Member of the Mississippi House of Representatives from the Carroll County district
- In office January 1916 – January 1920

Personal details
- Born: George Irby Redditt September 2, 1863 Teoc, Mississippi
- Died: October 1, 1953 (aged 90) Morgan City, Mississippi
- Party: Democratic
- Spouse: Maybell Alice Hill ​(m. 1893)​
- Alma mater: Tulane University (MD)

= George Redditt =

American politician (1863–1953)

George Irby Redditt (September 2, 1863 – October 1, 1953) was an American politician. He was a Democratic member of the Mississippi House of Representatives, representing Carroll County from 1916 to 1920.

==Biography==
George Irby Redditt was born on September 2, 1863, in Teoc, Carroll County, Mississippi.
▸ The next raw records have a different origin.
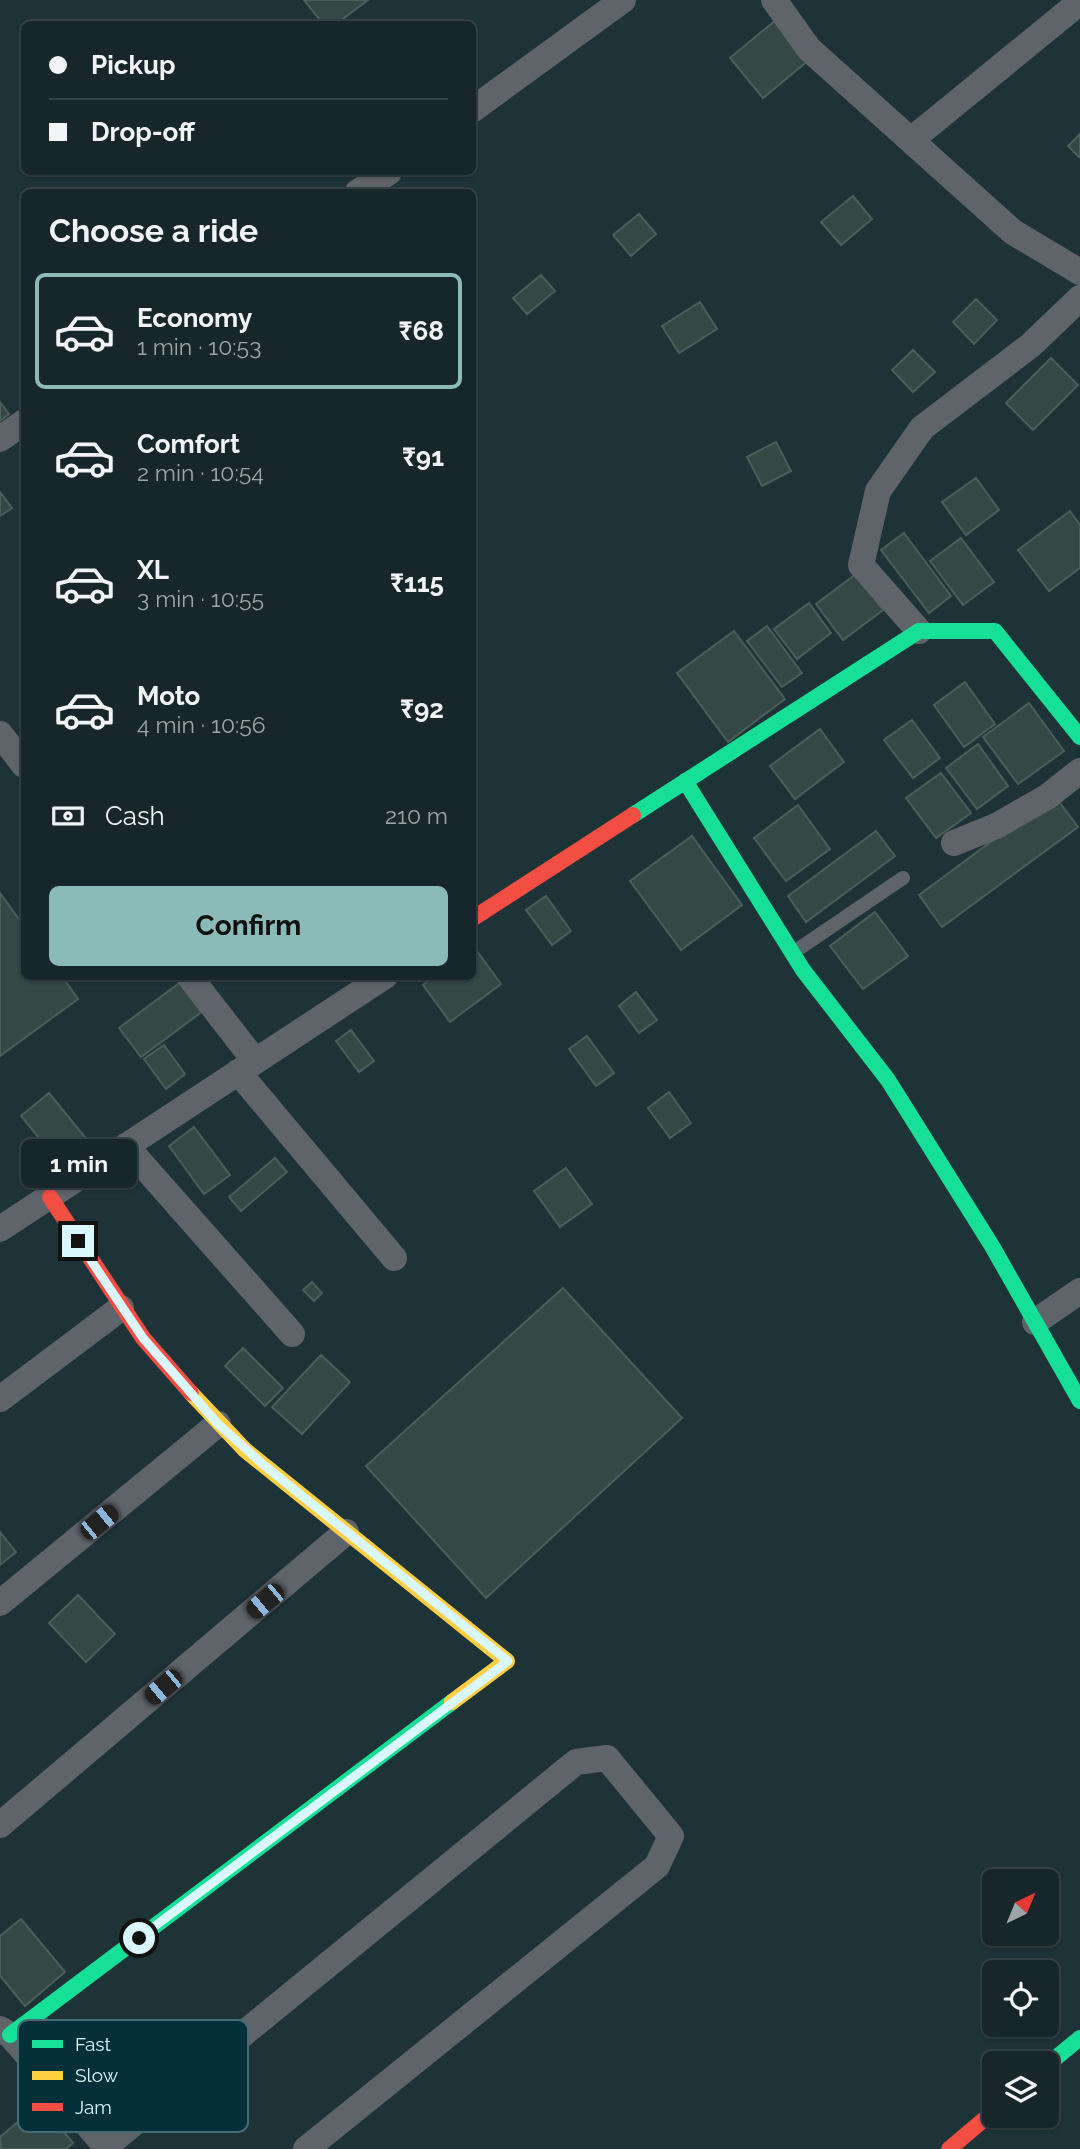 <!DOCTYPE html>
<meta charset="utf-8">
<style>
:root{--surface:#16262a;--page:#1f2e32;--text:#f1f3f6;--muted:#9ea5a8;--line:#354347;--accent:#8bbbb9}
body{margin:0;font-family:Raleway,sans-serif;background:var(--page);color:var(--text);height:100vh;display:flex;flex-direction:column;font-size:26px;white-space:nowrap}
*{box-sizing:border-box;margin:0}
p{font-size:23px;color:var(--muted)}
.icon{flex:none;width:38px;height:38px;fill:none;stroke:currentColor;stroke-width:2;stroke-linecap:round;stroke-linejoin:round}
.map{position:relative;flex:1;overflow:hidden}
.panel{position:absolute;left:21px;top:189px;width:455px;height:791px;display:flex;flex-direction:column;background:var(--surface);border-radius:10px;box-shadow:0 2px 5px #0004,0 0 0 2px var(--line)}
.panel>*{flex:none}
.banner{position:absolute;left:21px;top:21px;width:455px;height:154px;border-radius:10px;box-shadow:0 2px 5px #0004,0 0 0 2px var(--line);display:grid;align-content:center;height:154px;padding:0 28px;background:var(--surface)}
.needle{width:46px;rotate:43deg}
.tools{position:absolute;left:982px;top:1869px;display:grid;gap:14px}
.tools a{display:grid;place-items:center;width:77px;height:77px;border-radius:10px;background:var(--surface);box-shadow:0 2px 5px #0004,0 0 0 2px var(--line);font-size:35px}
.end{position:absolute;width:32px;height:32px;margin:-16px;border:9px solid #daf7fe;background:#111;box-shadow:0 0 0 4px #111}
.from{border-radius:50%}
.bubble{position:absolute;height:49px;border-radius:10px;background:var(--surface);box-shadow:0 2px 5px #0004,0 0 0 2px var(--line);font-size:23px;font-weight:700;line-height:49px;text-align:center}
.car{position:absolute;width:21px;height:42px;margin:-21px -10px;border-radius:9px;box-shadow:0 0 5px 2px #0007;background:linear-gradient(#222 24%,#8ab4d8 0 40%,#222 0 76%,#8ab4d8 0 86%,#222 0)}
.banner b{display:flex;align-items:center;gap:24px;height:66px;font-size:26px}
.banner b+b{border-top:2px solid var(--line)}
.banner i{width:18px;height:18px;background:var(--text)}
ul{padding:0;list-style:none}
li{display:flex;align-items:center;gap:21px;height:116px;margin:0 14px 10px;padding:0 14px;border:4px solid transparent;border-radius:10px}
li div{flex:1}
li b{display:block;font-size:26px}
li em{font-style:normal;font-weight:700}
li.active{border-color:var(--accent)}
li>.icon{width:63px;height:63px;stroke-width:1.5}
h2{padding:0 28px;font-size:32px;line-height:84px}
.pay{display:flex;align-items:center;gap:18px;height:77px;padding:0 28px;font-size:26px}
.pay p{margin-inline-start:auto}
.button{display:flex;gap:14px;margin-top:auto;padding:14px 28px}
.button a{flex:1;height:80px;border-radius:10px;background:var(--accent);color:#111;font-size:28px;font-weight:700;line-height:80px;text-align:center}
.map>svg:first-child{display:block}
.building{fill:#344845;stroke:#4a5e5a;stroke-width:2}
.lines{fill:none;stroke-linecap:round;stroke-linejoin:round}
.lane{stroke:#5f646b;stroke-width:14}
.street{stroke:#5f646b;stroke-width:26}
.fast{stroke:#16e098;stroke-width:16}
.slow{stroke:#ffcf43;stroke-width:16}
.jam{stroke:#f24e42;stroke-width:16}
.route{stroke:#daf7fe;stroke-width:9}
.key{fill:#053039;stroke:#456c74;stroke-width:2}
.key-label{font-size:19px;fill:#daf7fe}
</style>
<div class="map">
<svg width="1080" height="2149" viewBox="0 0 1080 2149">
<rect width="100%" height="100%" fill="#1d3338"/>
<path class="building" d="M304 0H368L336 24H323Z
M777 19 810 59 763 98 730 58Z
M1080 134V157H1079L1068 146Z
M853 196 872 219 841 245 821 222Z
M639 214 656 234 631 256 613 235Z
M541 275 555 291 527 314 513 298Z
M976 299 997 320 974 344 953 322Z
M700 302 717 329 679 353 662 326Z
M913 350 935 372 913 392 892 370Z
M1051 358 1078 385 1033 430 1006 403Z
M0 402 9 414 0 421Z
M776 442 791 471 762 486 747 457Z
M976 478 999 510 966 535 942 502Z
M0 492 12 508 0 516Z
M1070 511 1080 525V568L1049 591 1018 550Z
M904 533 951 596 929 613 881 550Z
M961 538 994 582 963 605 930 561Z
M856 574 883 610 843 640 816 604Z
M809 603 831 633 797 659 774 629Z
M767 626 802 673 782 687 747 641Z
M734 631 785 699 728 742 677 673Z
M965 682 995 724 964 747 934 705Z
M1029 703 1064 751 1018 784 983 737Z
M912 720 940 758 913 778 884 740Z
M820 729 844 762 795 799 770 766Z
M978 744 1008 786 977 809 946 768Z
M941 773 971 813 936 838 906 798Z
M1054 795 1078 827 942 927 919 895Z
M798 805 830 849 786 881 754 838Z
M876 831 895 856 806 922 788 896Z
M692 836 742 905 681 950 630 881Z
M0 893 24 926V976H62L78 999 0 1056Z
M546 896 571 931 552 945 526 910Z
M875 912 908 956 863 989 830 946Z
M474 947 501 984 450 1022 423 985 435 976H472Z
M182 981 203 1011 141 1057 119 1028Z
M636 992 657 1020 639 1033 619 1006Z
M351 1030 374 1061 359 1072 336 1041Z
M587 1036 614 1073 596 1086 569 1049Z
M164 1045 185 1074 166 1089 144 1059Z
M669 1092 691 1123 670 1138 648 1108Z
M49 1093 93 1147 65 1170 21 1116Z
M194 1127 230 1175 204 1194 169 1146Z
M275 1158 287 1172 241 1211 229 1197Z
M566 1168 592 1204 560 1227 534 1191Z
M312 1282 322 1293 314 1301 303 1290Z
M563 1288 682 1418 486 1598 366 1466Z
M243 1348 283 1388 265 1406 225 1366Z
M321 1355 350 1382 302 1434 272 1407Z
M0 1532 16 1552 0 1565Z
M78 1595 115 1634 86 1662 49 1623Z
M21 1919 65 1972 25 2006 0 1976V1936Z
M40 2103 73 2143 66 2149H1L0 2137Z"/>
<g class="lines">
<path class="lane" d="M794 952 903 878"/>
<path class="street" d="M774 0 809 49 1013 232 1080 272
M472 110 623 0
M911 140 1080 2
M358 192 389 172
M0 439 24 422
M919 631 861 565 878 491 922 428 1031 345 1080 298
M0 734 24 765
M954 843 996 826 1047 797 1080 771
M189 976 255 1061
M238 1072 394 1258
M126 1146 292 1334
M0 1229 385 976
M1035 1322 1080 1291
M0 1399 121 1308
M0 1603 218 1424
M0 1825 346 1532
M0 2029 10 2035 34 2062 108 2149
M106 2146 576 1762 607 1758 671 1836 657 1866 306 2149"/>
<path class="fast" d="M685 781 803 970 888 1080 992 1246 1080 1401
M633 815 919 631H995L1080 737
M10 2035 452 1702
M1046 2066 1080 2038"/>
<path class="slow" d="M191 1393 245 1450 507 1661 452 1702"/>
<path class="jam" d="M472 919 633 815
M50 1197 143 1338 191 1393
M949 2149 994 2111"/>
</g>
<g class="lines">
<path class="route" d="M78 1241 143 1338 218 1424 265 1466 508 1661 139 1938"/>
</g>
<rect x="18" y="2020" width="230" height="112" rx="10" class="key"/>
<rect x="32" y="2040" width="31" height="8" fill="#16e098"/>
<rect x="32" y="2071" width="31" height="9" fill="#ffcf43"/>
<rect x="32" y="2103" width="31" height="8" fill="#f24e42"/>
<g class="key-label">
<text x="75" y="2051">Fast</text>
<text x="75" y="2082">Slow</text>
<text x="75" y="2114">Jam</text>
</g>
</svg>
<div class="tools">
<a><svg class="needle" viewBox="-14 -14 28 28"><path d="M0-13l5 13h-10z" fill="#e53935"/><path d="M0 13l5-13h-10z" fill="#9ea5a8"/></svg></a>
<a><svg class="icon" aria-label="locate" viewBox="0 0 24 24"><circle cx="12" cy="12" r="6"/><path d="M12 2v4M12 18v4M2 12h4M18 12h4"/></svg></a>
<a><svg class="icon" aria-label="layers" viewBox="0 0 24 24"><path d="M12 4l9 5-9 5-9-5zM3 14l9 5 9-5"/></svg></a>
</div>
<i class="end from" style="left:139px;top:1938px"></i>
<i class="end" style="left:78px;top:1241px"></i>
<div class="bubble" style="left:21px;top:1139px;width:116px">1 min</div>
<i class="car" style="left:99px;top:1522px;rotate:51deg"></i>
<i class="car" style="left:265px;top:1601px;rotate:230deg"></i>
<i class="car" style="left:163px;top:1687px;rotate:230deg"></i>
<div class="banner">
<b><i class="from"></i>Pickup</b>
<b><i></i>Drop-off</b>
</div>
<section class="panel">
<h2>Choose a ride</h2>
<ul>
<li class="active"><svg class="icon" aria-label="car" viewBox="0 0 24 24"><path d="M5 17H2v-5l4-1 3-4h7l3 4 3 1v5h-3M9 17h6M6 11h13"/><circle cx="7" cy="17" r="2"/><circle cx="17" cy="17" r="2"/></svg><div><b>Economy</b><p>1 min · 10:53</p></div><em>₹68</em></li>
<li><svg class="icon" aria-label="car" viewBox="0 0 24 24"><path d="M5 17H2v-5l4-1 3-4h7l3 4 3 1v5h-3M9 17h6M6 11h13"/><circle cx="7" cy="17" r="2"/><circle cx="17" cy="17" r="2"/></svg><div><b>Comfort</b><p>2 min · 10:54</p></div><em>₹91</em></li>
<li><svg class="icon" aria-label="car" viewBox="0 0 24 24"><path d="M5 17H2v-5l4-1 3-4h7l3 4 3 1v5h-3M9 17h6M6 11h13"/><circle cx="7" cy="17" r="2"/><circle cx="17" cy="17" r="2"/></svg><div><b>XL</b><p>3 min · 10:55</p></div><em>₹115</em></li>
<li><svg class="icon" aria-label="car" viewBox="0 0 24 24"><path d="M5 17H2v-5l4-1 3-4h7l3 4 3 1v5h-3M9 17h6M6 11h13"/><circle cx="7" cy="17" r="2"/><circle cx="17" cy="17" r="2"/></svg><div><b>Moto</b><p>4 min · 10:56</p></div><em>₹92</em></li>
</ul>
<div class="pay"><svg class="icon" aria-label="cash" viewBox="0 0 24 24"><path d="M3 7h18v10H3z"/><circle cx="12" cy="12" r="2"/></svg>Cash<p>210 m</p></div>
<div class="button"><a>Confirm</a></div>
</section>
</div>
His parents were David Lorenzo Redditt and Mary Elizabeth Redditt ( Sledge). He received his Doctor of Medicine from Tulane University in 1889. He married Maybell Alice Hill in 1893. After retiring from practicing medicine after 12 years of doing so, he was elected vice president of the People's Bank of North Carrollton, Mississippi. In 1915, he was elected to represent his native Carroll County in the Mississippi House of Representatives. He served from 1916 to 1920. He continued practicing medicine afterwards, retiring after 60 years of doing so in 1949. He died in Morgan City, Mississippi, on October 1, 1953.